▸ **Entries supplied**

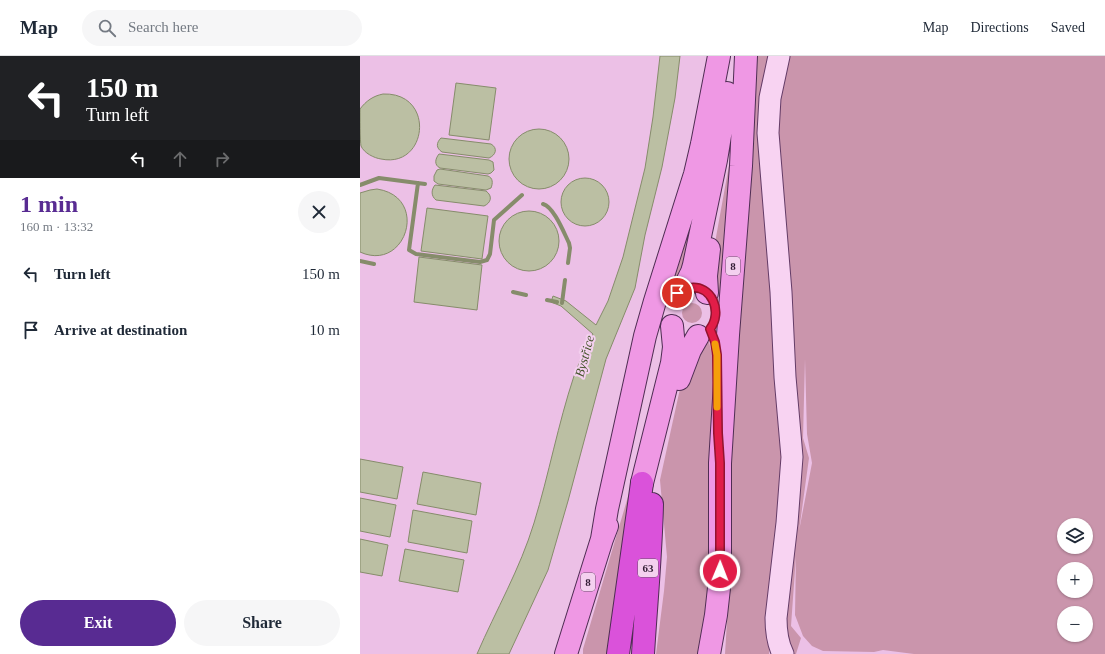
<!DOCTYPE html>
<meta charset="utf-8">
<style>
:root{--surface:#fff;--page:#f6f6f7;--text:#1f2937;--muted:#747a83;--line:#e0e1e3;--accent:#582b92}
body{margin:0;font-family:Georgia,serif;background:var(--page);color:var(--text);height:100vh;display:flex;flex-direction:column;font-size:15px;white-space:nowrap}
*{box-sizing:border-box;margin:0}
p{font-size:13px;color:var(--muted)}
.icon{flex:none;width:22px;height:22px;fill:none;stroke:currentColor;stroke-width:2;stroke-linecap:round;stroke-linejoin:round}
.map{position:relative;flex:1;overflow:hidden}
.sheet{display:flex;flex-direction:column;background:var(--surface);width:360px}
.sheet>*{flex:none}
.top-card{background:#202124;color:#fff;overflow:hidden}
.buttons{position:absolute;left:697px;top:462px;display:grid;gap:8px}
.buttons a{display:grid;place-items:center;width:36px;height:36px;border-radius:50%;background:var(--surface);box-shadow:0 1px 3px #0004;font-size:20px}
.pin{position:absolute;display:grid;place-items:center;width:34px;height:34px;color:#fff;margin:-17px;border:2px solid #fff;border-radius:50%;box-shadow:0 1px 4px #0007}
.me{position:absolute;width:44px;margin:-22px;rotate:1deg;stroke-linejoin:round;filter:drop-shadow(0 0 3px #0008)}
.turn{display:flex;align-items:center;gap:14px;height:84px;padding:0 20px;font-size:18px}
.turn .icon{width:52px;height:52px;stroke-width:2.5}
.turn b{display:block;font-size:28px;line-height:34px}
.lanes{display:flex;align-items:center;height:38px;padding:0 20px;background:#0003;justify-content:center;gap:20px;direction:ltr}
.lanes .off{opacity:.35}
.round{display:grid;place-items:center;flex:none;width:42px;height:42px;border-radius:21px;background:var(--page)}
.overview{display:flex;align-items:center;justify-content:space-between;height:68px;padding:0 20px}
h1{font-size:24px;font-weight:600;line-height:30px;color:var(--accent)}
.primary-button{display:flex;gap:8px;margin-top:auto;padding:8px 20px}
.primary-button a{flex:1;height:46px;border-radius:24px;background:var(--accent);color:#fff;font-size:16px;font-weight:600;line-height:46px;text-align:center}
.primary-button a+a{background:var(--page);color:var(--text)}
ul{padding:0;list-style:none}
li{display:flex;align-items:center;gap:12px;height:56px;padding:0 20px}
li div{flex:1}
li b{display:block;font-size:15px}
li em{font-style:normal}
header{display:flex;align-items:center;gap:24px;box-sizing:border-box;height:56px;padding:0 20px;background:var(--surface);border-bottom:1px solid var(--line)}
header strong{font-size:19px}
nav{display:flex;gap:22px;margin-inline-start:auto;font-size:14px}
.search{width:280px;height:36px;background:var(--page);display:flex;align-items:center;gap:10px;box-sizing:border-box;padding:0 14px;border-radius:22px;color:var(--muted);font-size:15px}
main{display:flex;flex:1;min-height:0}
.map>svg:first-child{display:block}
</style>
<header>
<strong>Map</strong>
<div class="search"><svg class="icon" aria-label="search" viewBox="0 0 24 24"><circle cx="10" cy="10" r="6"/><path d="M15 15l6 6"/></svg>Search here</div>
<nav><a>Map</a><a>Directions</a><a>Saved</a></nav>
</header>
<main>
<section class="sheet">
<div class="top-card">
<div class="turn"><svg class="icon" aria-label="left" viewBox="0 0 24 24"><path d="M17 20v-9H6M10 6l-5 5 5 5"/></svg><div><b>150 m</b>Turn left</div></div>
<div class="lanes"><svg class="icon" aria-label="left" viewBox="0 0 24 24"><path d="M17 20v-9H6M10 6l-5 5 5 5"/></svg><svg class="icon off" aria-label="ahead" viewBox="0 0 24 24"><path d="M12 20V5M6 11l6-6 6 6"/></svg><svg class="icon off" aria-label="right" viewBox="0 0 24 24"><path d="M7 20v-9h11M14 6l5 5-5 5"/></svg></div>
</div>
<div class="overview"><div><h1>1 min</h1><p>160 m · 13:32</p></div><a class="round"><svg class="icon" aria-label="close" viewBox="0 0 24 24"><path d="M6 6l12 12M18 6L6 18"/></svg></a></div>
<ul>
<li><svg class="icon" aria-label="left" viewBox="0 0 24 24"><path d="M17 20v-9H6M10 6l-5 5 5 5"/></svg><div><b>Turn left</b></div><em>150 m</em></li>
<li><svg class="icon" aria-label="arrive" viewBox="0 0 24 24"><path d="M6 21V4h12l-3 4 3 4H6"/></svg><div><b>Arrive at destination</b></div><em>10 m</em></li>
</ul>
<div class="primary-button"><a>Exit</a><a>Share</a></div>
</section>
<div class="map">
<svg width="745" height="598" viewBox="0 0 745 598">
<rect width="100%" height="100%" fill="#ecc0e6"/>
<!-- green -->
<path fill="#ca95ac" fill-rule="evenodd" d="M 394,0 L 411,0 L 417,263 L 423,440 L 409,598 L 365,598 L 369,532 L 370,333 Z
M 428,0 L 745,0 L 745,598 L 554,598 L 523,594 L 514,596 L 463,595 L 452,590 L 443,580 L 435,559 L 436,500 L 431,570 L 441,582 L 436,598 L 433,598 L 425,579 L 417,58 ZM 445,303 L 447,378 L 452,407 L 439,475 L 449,402 L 443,382 ZM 704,469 L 726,469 L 726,491 L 704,491 ZM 704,513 L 726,513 L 726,535 L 704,535 ZM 704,557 L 726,557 L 726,579 L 704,579 Z
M 371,98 L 365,250 L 357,238 L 351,209 Z
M 348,104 L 322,221 L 311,229 Z
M322 257a10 10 0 1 1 20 0a10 10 0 1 1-20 0Z
M 346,285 L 349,286 L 353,303 L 354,337 L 353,506 L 339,598 L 296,598 L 304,535 L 307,501 L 300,424 L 321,328 Z
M 303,298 L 248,598 L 223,598 L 223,593 L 285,383 L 297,322 Z"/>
<!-- water -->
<path fill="#bbbfa3" stroke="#868c6b" d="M 300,0 L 320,0 L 315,42 L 302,111 L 285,179 L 275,232 L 246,303 L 208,445 L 188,514 L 149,598 L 117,598 C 136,554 160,513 174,467 C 189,418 198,368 214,320 C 219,306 227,292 233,278 L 201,250 L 191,246 L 193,240 L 206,245 L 236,269 L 248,245 L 263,201 L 285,112 L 293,61 Z
M 96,27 L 136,32 L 129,84 L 89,79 Z
M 23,38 C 76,36 68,113 21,103 C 14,102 4,97 1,90 C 0,85 0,60 0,53 C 6,45 13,40 23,38 Z
M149 103a30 30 0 1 1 60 0a30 30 0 1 1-60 0Z
M 81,82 L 131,88 C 138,92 136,99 129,102 L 82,96 C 76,92 76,87 81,82 Z
M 79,98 L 129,104 L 133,106 L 134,114 L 131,117 L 128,118 L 80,112 C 74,109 75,103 79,98 Z
M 80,113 L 128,120 C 133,122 133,127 131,132 L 126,134 L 78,128 L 74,125 L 74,120 L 77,114 Z
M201 146a24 24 0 1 1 48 0a24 24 0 1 1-48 0Z
M 75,129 L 126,135 C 133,140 131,147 124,150 L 76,144 C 71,140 71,134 75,129 Z
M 17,133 C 70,141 46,217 0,196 L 0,137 L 10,134 Z
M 67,152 L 128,160 L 122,203 L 61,195 Z
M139 185a30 30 0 1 1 60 0a30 30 0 1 1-60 0Z
M 59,201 L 122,209 L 117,254 L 54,246 Z
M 0,403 L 43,411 L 37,443 L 0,436 Z
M 63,416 L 121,427 L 116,459 L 57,448 Z
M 0,442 L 36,449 L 30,481 L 0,475 Z
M 53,454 L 112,465 L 107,497 L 48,486 Z
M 0,483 L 28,489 L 22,520 L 0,516 Z
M 45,493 L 104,504 L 98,536 L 39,525 Z"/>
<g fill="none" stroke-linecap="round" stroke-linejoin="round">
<!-- stream -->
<path stroke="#868c6b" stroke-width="4" d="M 58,127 L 49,194 L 56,198 L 120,206 L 127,204 L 130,198 L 134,164 L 162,139
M 0,129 L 19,122 L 65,128
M 183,148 C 194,151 204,177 209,187 L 210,192 L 208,207
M 0,205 L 14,208
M 153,236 L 166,239
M 187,244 L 197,246
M 202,247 L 205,224"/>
<!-- secondary casing -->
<g stroke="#643c67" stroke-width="23">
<path id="secondary" d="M 419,0 L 410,42 L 408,77 L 421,236 L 425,321 L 432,401 L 427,467 L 416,562 C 416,575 417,586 423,598"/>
</g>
<!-- primary casing -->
<g stroke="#4f2d53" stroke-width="24">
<path id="primary" d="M 323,234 L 332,216 L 334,209 L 356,104 L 367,37
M 347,237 L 346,220 L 349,193
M 319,323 L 330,294 L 338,280
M 282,427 L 312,307 L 314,291 L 312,270
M 242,483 L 247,453 L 285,280 L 295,245 L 335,118 L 342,88 L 359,0
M 206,598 L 242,483 L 247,470
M 349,598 L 356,559 L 360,523 L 360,407 L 368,279 L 381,110 L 386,0"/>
</g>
<!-- highway casing -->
<g stroke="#4f2d53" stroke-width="24">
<path id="highway" d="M 258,598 L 282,427
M 283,598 C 286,548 291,498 292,448"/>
</g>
<!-- secondary -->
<use href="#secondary" stroke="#f8d3f2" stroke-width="21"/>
<!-- primary -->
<use href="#primary" stroke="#ef98e4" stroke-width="22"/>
<!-- highway -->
<use href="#highway" stroke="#da52da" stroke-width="22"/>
</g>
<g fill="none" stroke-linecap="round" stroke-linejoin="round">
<!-- route casing -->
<g stroke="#92132f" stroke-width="10">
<path id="route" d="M 317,237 C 321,235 325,233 329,232 C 352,228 363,256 350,273 L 355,286 L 357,299 L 358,377 L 360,407 L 360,515"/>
</g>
<!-- route -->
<use href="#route" stroke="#e11d48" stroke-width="7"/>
<!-- slow -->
<path stroke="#f59e0b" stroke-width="7" d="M 355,288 L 357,299 L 357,351"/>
</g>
<g text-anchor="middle" stroke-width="4" stroke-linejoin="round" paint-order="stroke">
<!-- shield labels -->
<g fill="#f4d0ef" stroke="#6d536d" stroke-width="1">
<rect x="366" y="201" width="14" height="18" rx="3"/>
<rect x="278" y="503" width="20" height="18" rx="3"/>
<rect x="221" y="517" width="14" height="18" rx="3"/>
</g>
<g font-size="11" font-weight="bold" fill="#331d35">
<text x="373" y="214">8</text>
<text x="288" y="516">63</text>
<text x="228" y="530">8</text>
</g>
<!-- water labels -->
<g font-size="13" font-style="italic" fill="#45542c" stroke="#f4d0ef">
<text transform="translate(224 300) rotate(-75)" y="5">Bystřice</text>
</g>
</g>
</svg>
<div class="buttons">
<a><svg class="icon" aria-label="layers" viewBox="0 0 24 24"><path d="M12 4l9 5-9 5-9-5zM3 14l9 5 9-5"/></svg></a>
<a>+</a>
<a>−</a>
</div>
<div class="pin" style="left:317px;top:237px;background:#d93025"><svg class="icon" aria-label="arrive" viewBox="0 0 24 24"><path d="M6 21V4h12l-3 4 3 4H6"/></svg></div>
<svg class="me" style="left:360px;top:515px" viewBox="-20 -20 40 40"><circle r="17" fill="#e11d48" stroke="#fff" stroke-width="3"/><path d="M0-11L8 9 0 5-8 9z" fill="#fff"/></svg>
</div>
</main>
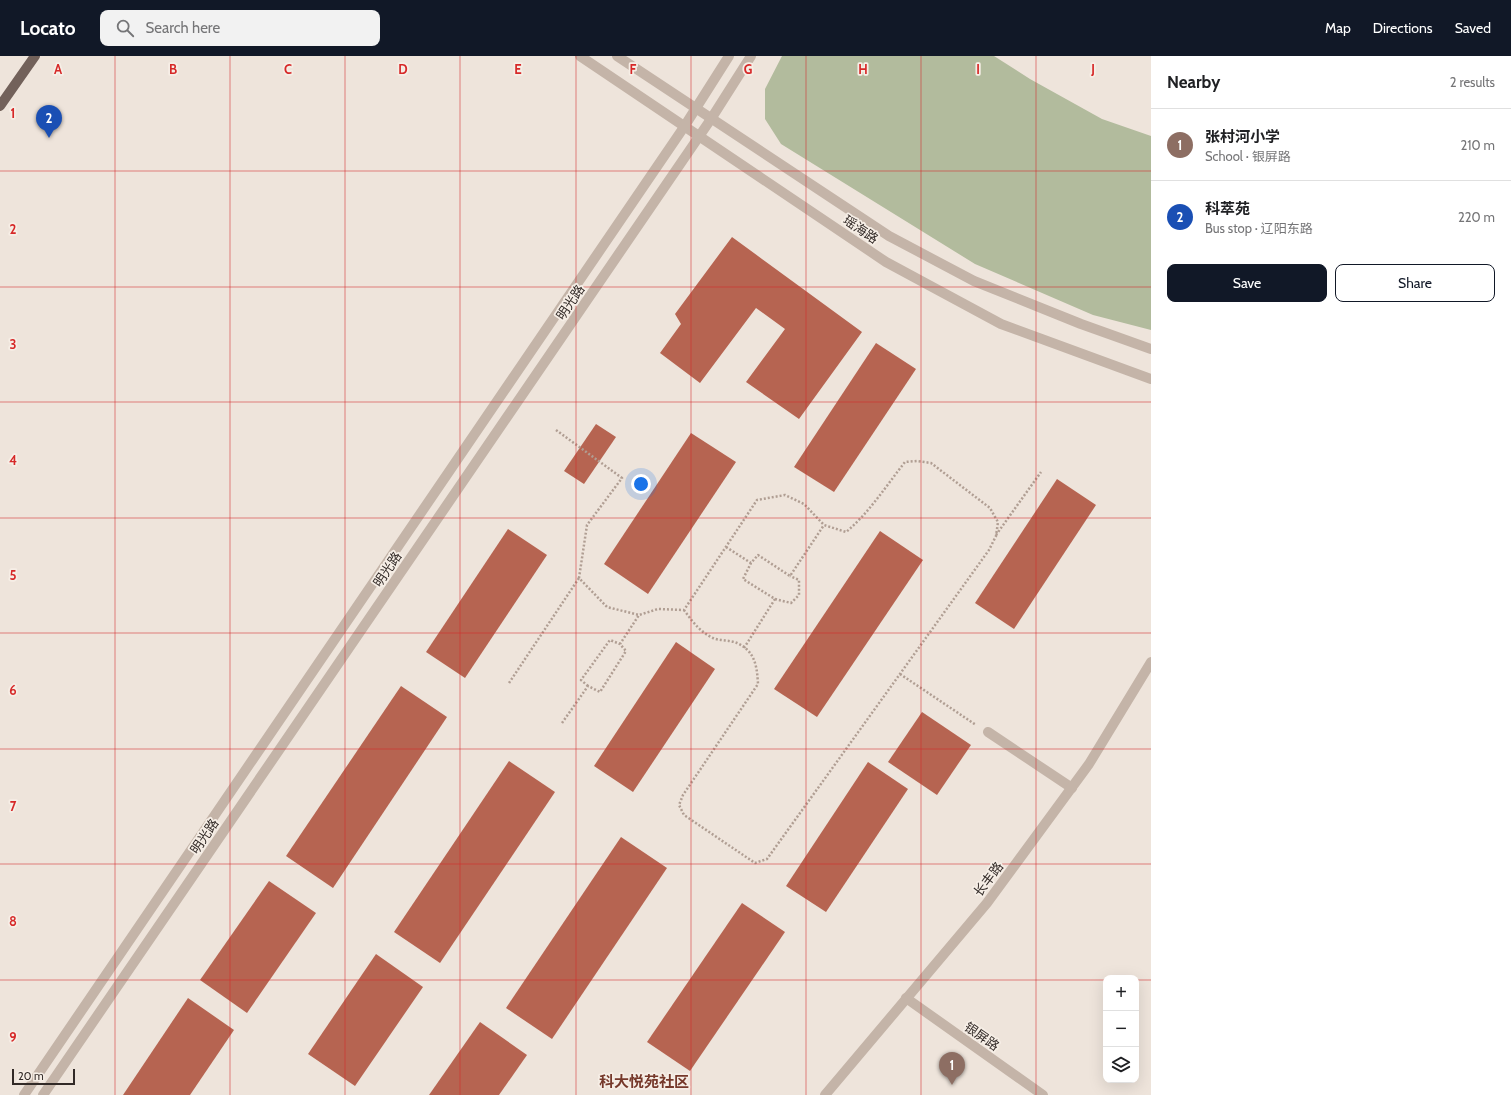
<!DOCTYPE html>
<meta charset="utf-8">
<style>
body{margin:0;font-family:Cabin,"Noto Sans SC",sans-serif;background:#f2f2f2;color:#202124}
.controls{position:absolute;right:12px;bottom:12px;display:grid;overflow:hidden;border-radius:8px;box-shadow:0 4px 16px #0002}
.controls button{width:36px;height:36px;display:grid;place-items:center;padding:0;border:0;border-bottom:1px solid #e0e0e0;background:#fff;color:#202124;font:20px sans-serif}
.scale{position:absolute;left:12px;bottom:10px;width:63px;box-sizing:border-box;padding-left:4px;border:2px solid #322a27;border-top:0;font-size:11px;line-height:14px;white-space:nowrap;color:#322a27;-webkit-text-stroke:3px #f6eee6;paint-order:stroke}
.you{position:absolute;left:641px;top:428px;width:14px;height:14px;margin:-10px;border:3px solid #fff;border-radius:50%;background:#1a73e8;box-shadow:0 0 0 6px #1a73e833}
.badge{display:grid;place-items:center;width:26px;height:26px;border-radius:50%;background:#111827;color:#fff;font-size:13px;font-weight:700}
.pin{position:absolute;translate:-50% -33px;filter:drop-shadow(0 1px 2px #0008)}
.pin::after{content:'';position:absolute;top:21px;width:14px;height:12px;background:inherit;clip-path:polygon(0 0,100% 0,50% 100%)}
.list{margin:0;padding:0;list-style:none}
h2{display:flex;justify-content:space-between;align-items:center;height:52px;margin:0;padding:0 16px;font-size:17px}
h2 small{font-size:13px;font-weight:400;color:#757577}
.list li{display:grid;grid-template-columns:26px 1fr auto;gap:12px;align-items:center;box-sizing:border-box;height:72px;padding:0 16px;border-top:1px solid #e0e0e0}
.list b{display:block;font-size:15px;white-space:nowrap}
.list p{margin:0;font-size:13px;white-space:nowrap;color:#757577}
.list em{font-size:13px;font-style:normal;color:#757577}
.actions{display:flex;gap:8px;padding:12px 16px}
.actions a{flex:1;padding:9px 0;border:1px solid #111827;border-radius:8px;text-align:center;font-size:14px;color:#111827}
.actions .main{background:#111827;color:#fff}
.icon{flex:none;width:22px;height:22px;fill:none;stroke:currentColor;stroke-width:2;stroke-linecap:round;stroke-linejoin:round}
.map{position:relative;flex:none;width:1151px;height:1039px;overflow:hidden}
header{display:flex;align-items:center;gap:24px;box-sizing:border-box;height:56px;padding:0 20px;background:#111827;color:#fff}
header strong{font-size:19px}
nav{display:flex;gap:22px;margin-inline-start:auto;font-size:14px}
.search{width:280px;height:36px;background:#f2f2f2;display:flex;align-items:center;gap:10px;box-sizing:border-box;padding:0 14px;border-radius:8px;color:#757577;font-size:15px}
main{display:flex}
aside{flex:1;background:#fff}
.map>svg:first-child{display:block}
</style>
<header>
<strong>Locato</strong>
<div class="search"><svg class="icon" aria-label="search" viewBox="0 0 24 24"><circle cx="10" cy="10" r="6"/><path d="M15 15l6 6"/></svg>Search here</div>
<nav><a>Map</a><a>Directions</a><a>Saved</a></nav>
</header>
<main>
<div class="map">
<svg width="1151" height="1039" viewBox="0 0 1151 1039">
<rect width="100%" height="100%" fill="#eee4db"/>
<polygon fill="#b2bb9d" points="782,0 994,0 1030,23 1102,63 1151,80 1151,274 1093,259 975,208 781,88 765,63 765,33"/>
<g fill="#b66451">
<polygon points="732,181 862,276 799,363 746,326 785,273 756,252 700,327 660,297 681,268 675,258"/>
<polygon points="876,287 916,313 834,436 794,411"/>
<polygon points="596,368 616,381 584,428 564,415"/>
<polygon points="691,377 736,406 648,538 604,508"/>
<polygon points="1057,423 1096,449 1014,573 975,547"/>
<polygon points="508,473 547,499 465,622 426,596"/>
<polygon points="880,475 923,504 817,661 774,633"/>
<polygon points="676,586 715,613 633,736 594,710"/>
<polygon points="401,630 447,661 333,832 286,800"/>
<polygon points="922,656 971,689 937,739 888,706"/>
<polygon points="509,705 555,736 440,907 394,876"/>
<polygon points="868,706 908,733 826,856 786,830"/>
<polygon points="621,781 667,812 552,983 506,952"/>
<polygon points="269,825 316,857 247,957 200,924"/>
<polygon points="742,847 785,876 690,1015 647,986"/>
<polygon points="376,898 423,931 355,1030 308,998"/>
<polygon points="188,942 234,974 190,1039 123,1039"/>
<polygon points="480,966 527,999 499,1039 429,1039"/>
</g>
<g fill="none" stroke-linecap="round" stroke-linejoin="round">
<g stroke="#b09e93" stroke-width="2.5" stroke-dasharray="2 2" stroke-linecap="butt">
<path d="M556,374L622,422L587,469L579,522L607,551L639,559L658,553L684,554L757,444L785,439L804,448L824,469L846,476C869,457 886,430 905,406L917,405L931,407L990,452L998,466L996,480L989,494L767,803L755,807L684,759L679,749L683,739L758,628C757,610 755,595 737,587C730,584 720,585 713,582C700,576 692,565 684,554"/>
<polyline points="996,479 1041,416"/>
<polyline points="726,491 751,507 758,499 790,520 824,469"/>
<polyline points="775,543 791,547 799,539 799,524 790,520"/>
<polyline points="744,592 775,543 743,523 751,507"/>
<polyline points="900,618 976,669"/>
<polyline points="509,627 579,522"/>
<polyline points="588,630 581,624 610,584 620,588"/>
<polyline points="562,667 588,630 600,636 626,595 620,588 639,559"/>
</g>
<g stroke="#c4b4a8" stroke-width="10">
<polyline points="580,0 886,206 1001,268 1151,323"/>
<polyline points="617,0 889,180 974,225 1081,268 1151,293"/>
<polyline points="988,676 1072,732"/>
<polyline points="906,942 1043,1039"/>
<polyline points="24,1039 684,71 729,0"/>
<polyline points="43,1039 711,63 751,0"/>
<polyline points="825,1039 987,847 1089,708 1151,606"/>
</g>
<polyline stroke="#72615a" stroke-width="10" points="0,50 35,0"/>
</g>
<path fill="none" stroke="#d62828" stroke-width="1" stroke-opacity="0.55" d="M115,0V1039M230,0V1039M345,0V1039M460,0V1039M576,0V1039M691,0V1039M806,0V1039M921,0V1039M1036,0V1039M0,115H1151M0,231H1151M0,346H1151M0,462H1151M0,577H1151M0,693H1151M0,808H1151M0,924H1106M1136,924H1151"/>
<g text-anchor="middle" dominant-baseline="central" stroke-width="3.5" stroke-linejoin="round" paint-order="stroke">
<g font-size="13" fill="#322a27" stroke="#f6eee6">
<text transform="translate(861 173) rotate(34)">瑶海路</text>
<text transform="translate(570 246) rotate(-56)">明光路</text>
<text transform="translate(387 513) rotate(-56)">明光路</text>
<text transform="translate(204 780) rotate(-56)">明光路</text>
<text transform="translate(988 823) rotate(-53)">长丰路</text>
<text transform="translate(982 980) rotate(35)">银屏路</text>
</g>
<g font-size="15" font-weight="bold" fill="#76392b" stroke="#f6eee6">
<text x="644" y="1026">科大悦苑社区</text>
</g>
</g>
<g font-size="13" text-anchor="middle" font-weight="bold" fill="#d62828" stroke="#f6eee6" stroke-width="3.5" stroke-linejoin="round" paint-order="stroke">
<text x="58" y="18">A</text>
<text x="173" y="18">B</text>
<text x="288" y="18">C</text>
<text x="403" y="18">D</text>
<text x="518" y="18">E</text>
<text x="633" y="18">F</text>
<text x="748" y="18">G</text>
<text x="863" y="18">H</text>
<text x="978" y="18">I</text>
<text x="1093" y="18">J</text>
<text x="13" y="62">1</text>
<text x="13" y="178">2</text>
<text x="13" y="293">3</text>
<text x="13" y="409">4</text>
<text x="13" y="524">5</text>
<text x="13" y="639">6</text>
<text x="13" y="755">7</text>
<text x="13" y="870">8</text>
<text x="13" y="986">9</text>
</g>
</svg>
<div class="controls">
<button>+</button>
<button>−</button>
<button><svg class="icon" aria-label="layers" viewBox="0 0 24 24"><path d="M12 4l9 5-9 5-9-5zM3 14l9 5 9-5"/></svg></button>
</div>
<div class="scale">20 m</div>
<div class="you"></div>
<div class="pin badge" style="left:952px;top:1029px;background:#8d6e63">1</div>
<div class="pin badge" style="left:49px;top:82px;background:#1a4fb4">2</div>
</div>
<aside>
<h2>Nearby<small>2 results</small></h2>
<ul class="list">
<li><span class="badge" style="background:#8d6e63">1</span><div><b>张村河小学</b><p>School · 银屏路</p></div><em>210 m</em></li>
<li><span class="badge" style="background:#1a4fb4">2</span><div><b>科萃苑</b><p>Bus stop · 辽阳东路</p></div><em>220 m</em></li>
</ul>
<div class="actions"><a class="main">Save</a><a>Share</a></div>
</aside>
</main>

▸ **Task item**
Every line of the material above that has the string "sheet" needs pulling out.

▸ **Expected output**
.sheet{display:flex;flex-direction:column;background:var(--surface);width:360px}
.sheet>*{flex:none}
<section class="sheet">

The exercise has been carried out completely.